(Extracted records)
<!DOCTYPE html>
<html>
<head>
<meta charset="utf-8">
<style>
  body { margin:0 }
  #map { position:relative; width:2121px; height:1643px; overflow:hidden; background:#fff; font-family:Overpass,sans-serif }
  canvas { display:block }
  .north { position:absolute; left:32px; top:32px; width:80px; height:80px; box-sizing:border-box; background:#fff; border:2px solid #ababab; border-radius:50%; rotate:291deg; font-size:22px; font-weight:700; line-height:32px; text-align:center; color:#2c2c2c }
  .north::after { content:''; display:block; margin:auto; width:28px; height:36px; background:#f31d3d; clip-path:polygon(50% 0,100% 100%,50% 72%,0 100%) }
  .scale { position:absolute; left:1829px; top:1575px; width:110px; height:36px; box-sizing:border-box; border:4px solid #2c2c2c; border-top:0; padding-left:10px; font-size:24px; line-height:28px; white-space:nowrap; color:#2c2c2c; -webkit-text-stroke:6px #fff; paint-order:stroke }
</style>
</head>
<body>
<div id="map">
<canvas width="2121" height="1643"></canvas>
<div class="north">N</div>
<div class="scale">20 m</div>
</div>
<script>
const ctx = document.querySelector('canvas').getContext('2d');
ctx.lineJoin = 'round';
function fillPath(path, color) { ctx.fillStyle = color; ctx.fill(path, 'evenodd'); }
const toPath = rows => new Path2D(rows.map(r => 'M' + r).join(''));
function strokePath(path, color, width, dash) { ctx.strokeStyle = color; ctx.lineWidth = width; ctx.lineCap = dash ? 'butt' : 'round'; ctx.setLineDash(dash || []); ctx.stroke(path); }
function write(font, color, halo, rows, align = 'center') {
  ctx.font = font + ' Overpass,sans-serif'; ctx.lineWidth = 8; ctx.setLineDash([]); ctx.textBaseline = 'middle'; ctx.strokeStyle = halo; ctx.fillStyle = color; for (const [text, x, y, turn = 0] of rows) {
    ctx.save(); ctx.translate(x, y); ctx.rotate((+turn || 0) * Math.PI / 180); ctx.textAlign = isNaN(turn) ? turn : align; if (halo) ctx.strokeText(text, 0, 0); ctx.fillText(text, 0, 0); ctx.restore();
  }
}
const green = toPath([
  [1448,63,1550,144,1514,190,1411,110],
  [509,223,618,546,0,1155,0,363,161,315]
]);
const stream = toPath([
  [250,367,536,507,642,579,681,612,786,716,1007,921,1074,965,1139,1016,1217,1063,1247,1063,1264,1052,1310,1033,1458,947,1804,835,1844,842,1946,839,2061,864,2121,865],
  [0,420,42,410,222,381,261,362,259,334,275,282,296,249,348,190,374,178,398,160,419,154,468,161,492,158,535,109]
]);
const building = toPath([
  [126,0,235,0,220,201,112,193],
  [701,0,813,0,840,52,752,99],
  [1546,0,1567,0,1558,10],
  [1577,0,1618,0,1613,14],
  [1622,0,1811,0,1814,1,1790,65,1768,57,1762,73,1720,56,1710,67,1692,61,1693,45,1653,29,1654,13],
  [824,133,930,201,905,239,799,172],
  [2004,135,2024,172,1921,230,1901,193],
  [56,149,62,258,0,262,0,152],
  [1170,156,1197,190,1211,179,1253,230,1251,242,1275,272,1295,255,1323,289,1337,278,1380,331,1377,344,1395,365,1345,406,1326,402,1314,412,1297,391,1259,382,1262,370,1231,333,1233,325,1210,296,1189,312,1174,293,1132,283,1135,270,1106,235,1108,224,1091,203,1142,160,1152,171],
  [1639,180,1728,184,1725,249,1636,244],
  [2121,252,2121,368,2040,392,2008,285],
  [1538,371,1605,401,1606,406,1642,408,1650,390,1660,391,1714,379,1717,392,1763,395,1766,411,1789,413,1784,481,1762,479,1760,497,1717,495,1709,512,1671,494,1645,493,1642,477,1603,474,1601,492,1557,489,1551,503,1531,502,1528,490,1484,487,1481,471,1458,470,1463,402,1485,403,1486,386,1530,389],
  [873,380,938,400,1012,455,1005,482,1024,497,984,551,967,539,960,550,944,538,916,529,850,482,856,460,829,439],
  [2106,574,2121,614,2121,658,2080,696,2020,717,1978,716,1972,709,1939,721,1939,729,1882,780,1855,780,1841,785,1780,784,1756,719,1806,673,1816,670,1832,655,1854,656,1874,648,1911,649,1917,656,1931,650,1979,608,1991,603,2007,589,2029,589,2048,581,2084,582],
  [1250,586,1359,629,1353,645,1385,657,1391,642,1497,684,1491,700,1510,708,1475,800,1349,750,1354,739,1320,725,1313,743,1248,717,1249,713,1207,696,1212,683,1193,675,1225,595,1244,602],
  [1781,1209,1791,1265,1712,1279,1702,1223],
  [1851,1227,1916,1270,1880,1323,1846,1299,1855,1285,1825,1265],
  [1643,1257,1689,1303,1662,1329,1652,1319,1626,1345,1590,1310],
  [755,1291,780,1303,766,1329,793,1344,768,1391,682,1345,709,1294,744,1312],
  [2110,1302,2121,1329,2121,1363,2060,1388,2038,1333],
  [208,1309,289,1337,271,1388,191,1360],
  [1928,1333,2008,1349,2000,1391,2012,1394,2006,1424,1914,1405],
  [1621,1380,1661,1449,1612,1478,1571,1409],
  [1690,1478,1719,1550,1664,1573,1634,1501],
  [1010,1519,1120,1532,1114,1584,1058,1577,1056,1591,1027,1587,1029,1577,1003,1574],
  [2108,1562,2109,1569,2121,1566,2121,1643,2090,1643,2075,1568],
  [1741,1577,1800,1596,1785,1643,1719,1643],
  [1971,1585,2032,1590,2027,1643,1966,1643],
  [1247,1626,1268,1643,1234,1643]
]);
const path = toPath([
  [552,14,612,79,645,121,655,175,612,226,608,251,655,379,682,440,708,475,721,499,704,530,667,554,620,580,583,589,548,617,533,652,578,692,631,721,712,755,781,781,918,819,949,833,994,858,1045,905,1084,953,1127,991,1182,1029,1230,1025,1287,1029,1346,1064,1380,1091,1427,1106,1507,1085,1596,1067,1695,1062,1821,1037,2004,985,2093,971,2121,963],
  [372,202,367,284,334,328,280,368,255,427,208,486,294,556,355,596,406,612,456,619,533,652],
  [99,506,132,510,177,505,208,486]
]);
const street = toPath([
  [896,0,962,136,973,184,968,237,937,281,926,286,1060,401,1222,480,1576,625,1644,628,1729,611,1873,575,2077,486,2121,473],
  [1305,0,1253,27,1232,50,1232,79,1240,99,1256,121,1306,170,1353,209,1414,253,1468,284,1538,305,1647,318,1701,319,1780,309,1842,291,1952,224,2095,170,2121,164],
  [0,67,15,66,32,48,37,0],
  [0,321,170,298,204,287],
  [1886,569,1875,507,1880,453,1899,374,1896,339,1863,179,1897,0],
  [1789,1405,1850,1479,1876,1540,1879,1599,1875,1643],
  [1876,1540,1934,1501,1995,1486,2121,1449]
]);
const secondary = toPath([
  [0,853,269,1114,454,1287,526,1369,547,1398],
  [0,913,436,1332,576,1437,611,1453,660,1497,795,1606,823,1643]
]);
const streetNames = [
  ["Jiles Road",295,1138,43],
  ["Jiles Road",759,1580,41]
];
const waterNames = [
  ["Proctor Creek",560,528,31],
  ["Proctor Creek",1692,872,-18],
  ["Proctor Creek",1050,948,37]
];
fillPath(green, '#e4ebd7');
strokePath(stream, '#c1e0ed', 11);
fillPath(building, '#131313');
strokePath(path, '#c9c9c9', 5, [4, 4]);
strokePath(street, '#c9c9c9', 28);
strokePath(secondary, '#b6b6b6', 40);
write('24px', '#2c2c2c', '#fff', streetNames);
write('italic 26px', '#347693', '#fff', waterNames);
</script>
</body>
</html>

## What you have to do
The answer should be one number, the count of lines above that contain "center".

## Your response
2